After how many moves does a game become unique (statistically)?

I think that’s a reasonable estimate. For an accurate nummer, you’d really have to analyse all the games of a large pro game database.

1 Like

a similarly dumb estimate (but with more math and spreadsheets!) based on my model above but only calculating the shannon entropy of the empty board position (as opposed to that of various positions), I get results that look a bit like this

for 0.05 < p < 0.95, the 15th move is the first to have > 5% chance of being unique, and the 17th is the last to have < 95% chance

for 0.01 < p < 0.99, the 12th is the first to have > 1% chance of being unique, and the 19th is the last to have < 99% chance

for 0.001 < p < 0.999, the 11th is the first to have > 0.1% chance of being unique and the 22nd is the last to have < 99.9% chance.

all the math is in the spreadsheet is here: entropy of empty board - Google Sheets

it seems to suggest a much smaller window than yours, but it is only taken on one data point, and seems to be within the ballpark of possibility (altho the distribution tapers too fast to account for the 78 move pair of games)

1 Like

That Shannon Entropy seems to be similar to what I loosely called “branching factor”.
The empty board in Waltheri’s seems to have a relatively large “branching factor” of 2 (at least for pro games).
If you assume this continues to be the case in the whole opening, naturally you end up near my lower estimate of 16 moves for pro game uniqueness.
But when I look further info the openings in Waltheri’s, the branching factor seems to decrease after a couple of moves. Joseki are closer to one way streets, reducing the branching factor and thus extending the distance to uniqueness.

2 Likes

This is possible, that future moves have lower information: as players are not independent and two who go down one path are more likely to continue down the same path. I’d hypothesize there could be a linear correlation between the information at a certain position and its depth into the tree

1 Like

Besides this Entropy, we also have the concept of Temperature of a go position. We might discover some thermodynamical laws about the game of go :wink:

4 Likes

Yeah, dah… Go is HOT. :rofl:

7 Likes

so far to follow up I’ve gone through the top 10 branches after move 1 and come up with an average entropy for move 2 (second page of the sheet linked earlier) at the high number of 2.17! (for comparison, the empty board had an entropy of 1.19), naturally this does not rule out the idea of “negative slope linear relationship” as this is likely due to the removal of all the symmetries being grouped together. 2.17 corresponds to a branching of 4.5, and 1.19 to that of 2.28, which is just over double, which considering there are 4-8 times as many options on move 2 does indicate a good likelihood of a decreasing relationship once these symmetries are of lesser importance.

1 Like

Can a game of Go be reconstructed from the final position?

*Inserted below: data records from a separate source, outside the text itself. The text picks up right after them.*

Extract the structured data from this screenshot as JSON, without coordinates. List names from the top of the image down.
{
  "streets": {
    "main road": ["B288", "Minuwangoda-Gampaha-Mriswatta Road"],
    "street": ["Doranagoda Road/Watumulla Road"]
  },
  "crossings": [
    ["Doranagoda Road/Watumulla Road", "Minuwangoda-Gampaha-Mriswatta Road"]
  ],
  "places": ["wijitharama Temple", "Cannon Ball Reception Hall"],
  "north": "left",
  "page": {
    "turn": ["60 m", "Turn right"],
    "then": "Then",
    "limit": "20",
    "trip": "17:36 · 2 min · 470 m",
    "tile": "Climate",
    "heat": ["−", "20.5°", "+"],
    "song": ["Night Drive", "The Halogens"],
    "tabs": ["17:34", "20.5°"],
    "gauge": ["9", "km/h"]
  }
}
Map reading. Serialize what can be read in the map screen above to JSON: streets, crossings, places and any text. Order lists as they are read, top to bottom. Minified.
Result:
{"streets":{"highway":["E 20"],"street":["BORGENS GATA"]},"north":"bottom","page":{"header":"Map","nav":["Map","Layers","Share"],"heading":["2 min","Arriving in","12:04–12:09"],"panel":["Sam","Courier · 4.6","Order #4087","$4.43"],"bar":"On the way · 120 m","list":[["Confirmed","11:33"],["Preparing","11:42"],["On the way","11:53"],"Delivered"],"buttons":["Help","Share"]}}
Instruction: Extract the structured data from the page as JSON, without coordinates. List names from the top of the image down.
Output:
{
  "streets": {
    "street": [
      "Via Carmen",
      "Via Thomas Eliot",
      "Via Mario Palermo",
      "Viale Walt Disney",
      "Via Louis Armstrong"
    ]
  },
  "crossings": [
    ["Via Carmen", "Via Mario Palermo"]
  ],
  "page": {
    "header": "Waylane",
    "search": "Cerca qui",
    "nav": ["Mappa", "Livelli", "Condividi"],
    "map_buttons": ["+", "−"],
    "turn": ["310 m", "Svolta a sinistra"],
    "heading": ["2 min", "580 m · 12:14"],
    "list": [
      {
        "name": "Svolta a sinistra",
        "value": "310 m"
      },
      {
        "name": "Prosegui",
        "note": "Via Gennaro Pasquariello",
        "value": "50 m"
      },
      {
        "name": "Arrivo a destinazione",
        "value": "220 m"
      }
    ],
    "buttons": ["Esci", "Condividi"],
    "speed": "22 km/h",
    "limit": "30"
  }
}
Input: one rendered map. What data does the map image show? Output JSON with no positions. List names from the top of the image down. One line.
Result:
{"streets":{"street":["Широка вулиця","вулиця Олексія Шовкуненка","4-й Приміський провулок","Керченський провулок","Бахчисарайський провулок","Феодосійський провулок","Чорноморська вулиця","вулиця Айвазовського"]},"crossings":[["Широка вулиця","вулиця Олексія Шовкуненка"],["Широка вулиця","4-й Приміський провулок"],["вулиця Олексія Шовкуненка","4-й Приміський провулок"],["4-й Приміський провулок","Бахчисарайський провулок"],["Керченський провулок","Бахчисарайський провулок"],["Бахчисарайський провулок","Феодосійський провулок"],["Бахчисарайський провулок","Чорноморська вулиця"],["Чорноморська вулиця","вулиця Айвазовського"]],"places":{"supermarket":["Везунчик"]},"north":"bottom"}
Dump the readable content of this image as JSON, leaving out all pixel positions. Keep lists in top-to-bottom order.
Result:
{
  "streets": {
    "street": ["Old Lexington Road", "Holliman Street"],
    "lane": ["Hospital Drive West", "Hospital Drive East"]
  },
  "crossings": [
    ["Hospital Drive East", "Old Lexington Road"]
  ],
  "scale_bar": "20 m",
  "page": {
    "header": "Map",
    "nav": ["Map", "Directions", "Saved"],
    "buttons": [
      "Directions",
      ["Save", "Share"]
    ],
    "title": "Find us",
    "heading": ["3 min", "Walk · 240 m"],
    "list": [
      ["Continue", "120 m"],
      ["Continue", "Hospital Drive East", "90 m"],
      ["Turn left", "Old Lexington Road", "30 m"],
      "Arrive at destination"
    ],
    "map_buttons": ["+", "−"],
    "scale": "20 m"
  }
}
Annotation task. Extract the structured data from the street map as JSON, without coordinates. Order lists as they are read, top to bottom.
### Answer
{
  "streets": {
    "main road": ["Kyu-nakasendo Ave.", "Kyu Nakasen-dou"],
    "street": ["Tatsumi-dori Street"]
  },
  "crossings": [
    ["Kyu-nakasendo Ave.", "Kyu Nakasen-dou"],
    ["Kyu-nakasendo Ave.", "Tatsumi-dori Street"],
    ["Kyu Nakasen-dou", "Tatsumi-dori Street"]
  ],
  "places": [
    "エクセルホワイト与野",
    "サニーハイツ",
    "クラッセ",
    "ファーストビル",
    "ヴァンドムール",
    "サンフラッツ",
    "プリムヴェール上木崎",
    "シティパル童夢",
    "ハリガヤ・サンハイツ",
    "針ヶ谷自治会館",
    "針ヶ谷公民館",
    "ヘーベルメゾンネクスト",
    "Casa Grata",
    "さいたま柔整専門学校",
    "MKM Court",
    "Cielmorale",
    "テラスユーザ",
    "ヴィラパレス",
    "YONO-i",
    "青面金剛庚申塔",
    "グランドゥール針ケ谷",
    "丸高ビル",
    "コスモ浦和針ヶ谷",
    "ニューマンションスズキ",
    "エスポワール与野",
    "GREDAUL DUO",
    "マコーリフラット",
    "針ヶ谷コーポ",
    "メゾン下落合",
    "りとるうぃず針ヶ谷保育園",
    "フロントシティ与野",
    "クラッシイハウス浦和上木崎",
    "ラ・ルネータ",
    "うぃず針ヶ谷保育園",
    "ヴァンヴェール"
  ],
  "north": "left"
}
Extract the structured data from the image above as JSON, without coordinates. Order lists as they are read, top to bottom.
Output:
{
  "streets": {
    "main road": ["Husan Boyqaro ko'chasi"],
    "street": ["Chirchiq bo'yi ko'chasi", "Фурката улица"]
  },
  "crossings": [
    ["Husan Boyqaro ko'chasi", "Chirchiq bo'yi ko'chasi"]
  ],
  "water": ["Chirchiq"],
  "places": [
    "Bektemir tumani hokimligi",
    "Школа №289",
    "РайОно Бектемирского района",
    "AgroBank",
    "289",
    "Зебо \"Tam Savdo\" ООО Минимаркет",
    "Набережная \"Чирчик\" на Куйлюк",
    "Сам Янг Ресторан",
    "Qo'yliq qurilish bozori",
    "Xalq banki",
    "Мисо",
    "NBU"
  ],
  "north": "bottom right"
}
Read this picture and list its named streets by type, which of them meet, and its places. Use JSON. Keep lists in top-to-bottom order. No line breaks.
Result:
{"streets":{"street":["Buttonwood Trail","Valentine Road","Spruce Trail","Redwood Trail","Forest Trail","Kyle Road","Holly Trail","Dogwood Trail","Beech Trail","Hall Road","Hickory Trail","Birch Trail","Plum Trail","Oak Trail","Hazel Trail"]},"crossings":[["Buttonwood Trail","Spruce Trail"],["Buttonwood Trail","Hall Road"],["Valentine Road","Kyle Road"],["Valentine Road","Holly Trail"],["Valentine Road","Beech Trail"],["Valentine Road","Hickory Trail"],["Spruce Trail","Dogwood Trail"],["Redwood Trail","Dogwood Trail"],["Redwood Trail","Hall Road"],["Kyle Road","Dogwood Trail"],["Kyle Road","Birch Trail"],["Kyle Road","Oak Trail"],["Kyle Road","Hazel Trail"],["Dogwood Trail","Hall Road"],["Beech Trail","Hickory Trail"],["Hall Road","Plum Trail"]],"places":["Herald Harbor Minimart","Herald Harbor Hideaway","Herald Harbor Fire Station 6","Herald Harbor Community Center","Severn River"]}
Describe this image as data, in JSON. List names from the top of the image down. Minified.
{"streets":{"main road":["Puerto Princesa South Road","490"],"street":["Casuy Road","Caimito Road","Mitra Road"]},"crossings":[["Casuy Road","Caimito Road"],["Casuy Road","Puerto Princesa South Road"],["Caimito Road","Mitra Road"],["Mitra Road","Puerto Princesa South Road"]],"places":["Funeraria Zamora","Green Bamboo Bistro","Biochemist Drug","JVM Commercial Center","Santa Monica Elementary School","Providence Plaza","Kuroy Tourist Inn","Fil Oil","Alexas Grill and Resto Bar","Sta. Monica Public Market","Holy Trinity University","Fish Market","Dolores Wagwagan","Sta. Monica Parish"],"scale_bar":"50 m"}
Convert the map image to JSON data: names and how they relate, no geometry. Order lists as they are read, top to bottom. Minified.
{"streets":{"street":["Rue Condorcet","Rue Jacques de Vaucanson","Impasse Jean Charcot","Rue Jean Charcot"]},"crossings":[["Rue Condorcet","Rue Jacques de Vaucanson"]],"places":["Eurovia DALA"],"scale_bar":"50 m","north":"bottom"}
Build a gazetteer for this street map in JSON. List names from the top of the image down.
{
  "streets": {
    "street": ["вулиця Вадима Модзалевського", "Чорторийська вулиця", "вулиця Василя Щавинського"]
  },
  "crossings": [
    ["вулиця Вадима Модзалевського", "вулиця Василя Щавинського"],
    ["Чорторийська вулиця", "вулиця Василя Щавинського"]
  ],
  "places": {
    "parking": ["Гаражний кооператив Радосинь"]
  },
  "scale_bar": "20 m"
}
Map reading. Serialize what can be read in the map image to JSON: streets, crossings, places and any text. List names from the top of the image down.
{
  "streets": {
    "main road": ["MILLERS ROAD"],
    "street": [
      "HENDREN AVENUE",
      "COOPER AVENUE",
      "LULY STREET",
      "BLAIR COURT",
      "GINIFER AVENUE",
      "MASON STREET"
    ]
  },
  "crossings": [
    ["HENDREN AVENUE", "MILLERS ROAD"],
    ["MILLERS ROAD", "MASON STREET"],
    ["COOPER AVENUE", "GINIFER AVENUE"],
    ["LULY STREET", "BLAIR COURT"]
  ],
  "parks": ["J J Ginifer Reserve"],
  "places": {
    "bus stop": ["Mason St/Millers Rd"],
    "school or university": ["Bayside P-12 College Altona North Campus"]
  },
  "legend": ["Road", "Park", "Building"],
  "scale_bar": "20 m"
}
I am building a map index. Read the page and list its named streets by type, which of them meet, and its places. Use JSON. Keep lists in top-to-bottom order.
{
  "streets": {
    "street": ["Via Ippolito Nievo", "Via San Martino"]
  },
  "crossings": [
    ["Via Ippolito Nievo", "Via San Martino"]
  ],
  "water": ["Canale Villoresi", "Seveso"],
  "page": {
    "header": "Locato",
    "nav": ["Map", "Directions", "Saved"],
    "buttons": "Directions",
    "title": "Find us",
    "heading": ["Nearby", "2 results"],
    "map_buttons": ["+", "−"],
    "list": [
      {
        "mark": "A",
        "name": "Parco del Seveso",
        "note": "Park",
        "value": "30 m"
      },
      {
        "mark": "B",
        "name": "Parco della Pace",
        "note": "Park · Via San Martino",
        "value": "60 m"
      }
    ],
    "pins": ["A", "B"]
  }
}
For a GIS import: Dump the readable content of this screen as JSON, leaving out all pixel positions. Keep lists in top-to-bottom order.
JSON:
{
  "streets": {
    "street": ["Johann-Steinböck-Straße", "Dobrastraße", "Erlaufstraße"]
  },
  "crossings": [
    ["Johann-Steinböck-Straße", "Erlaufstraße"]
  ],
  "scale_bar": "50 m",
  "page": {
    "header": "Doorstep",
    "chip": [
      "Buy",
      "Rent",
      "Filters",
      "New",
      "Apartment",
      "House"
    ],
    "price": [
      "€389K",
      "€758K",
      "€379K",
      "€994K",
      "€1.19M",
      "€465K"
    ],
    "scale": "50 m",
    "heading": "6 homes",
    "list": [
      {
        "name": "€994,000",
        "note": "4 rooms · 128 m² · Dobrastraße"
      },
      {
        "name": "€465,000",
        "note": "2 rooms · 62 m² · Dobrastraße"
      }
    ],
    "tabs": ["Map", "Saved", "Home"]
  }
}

Multi-vac: There is of yet insufficient information for an answer.

3 Likes

I would guess confidently, ‘Not’. There can easily be endgame moves that are completely interchangeable with no strategic consequences.

3 Likes

Same with opening moves, I’ve gone through many positions in the opening that had games transposed into each other

3 Likes

Once each corner has a stone or an enclosure, I expect that symmetry will usually be broken and it also becomes more likely that joseki will appear. By move 15 I expect that most pro games will have at least 1 joseki on the board (or are in the process of playing a joseki if it is a long one).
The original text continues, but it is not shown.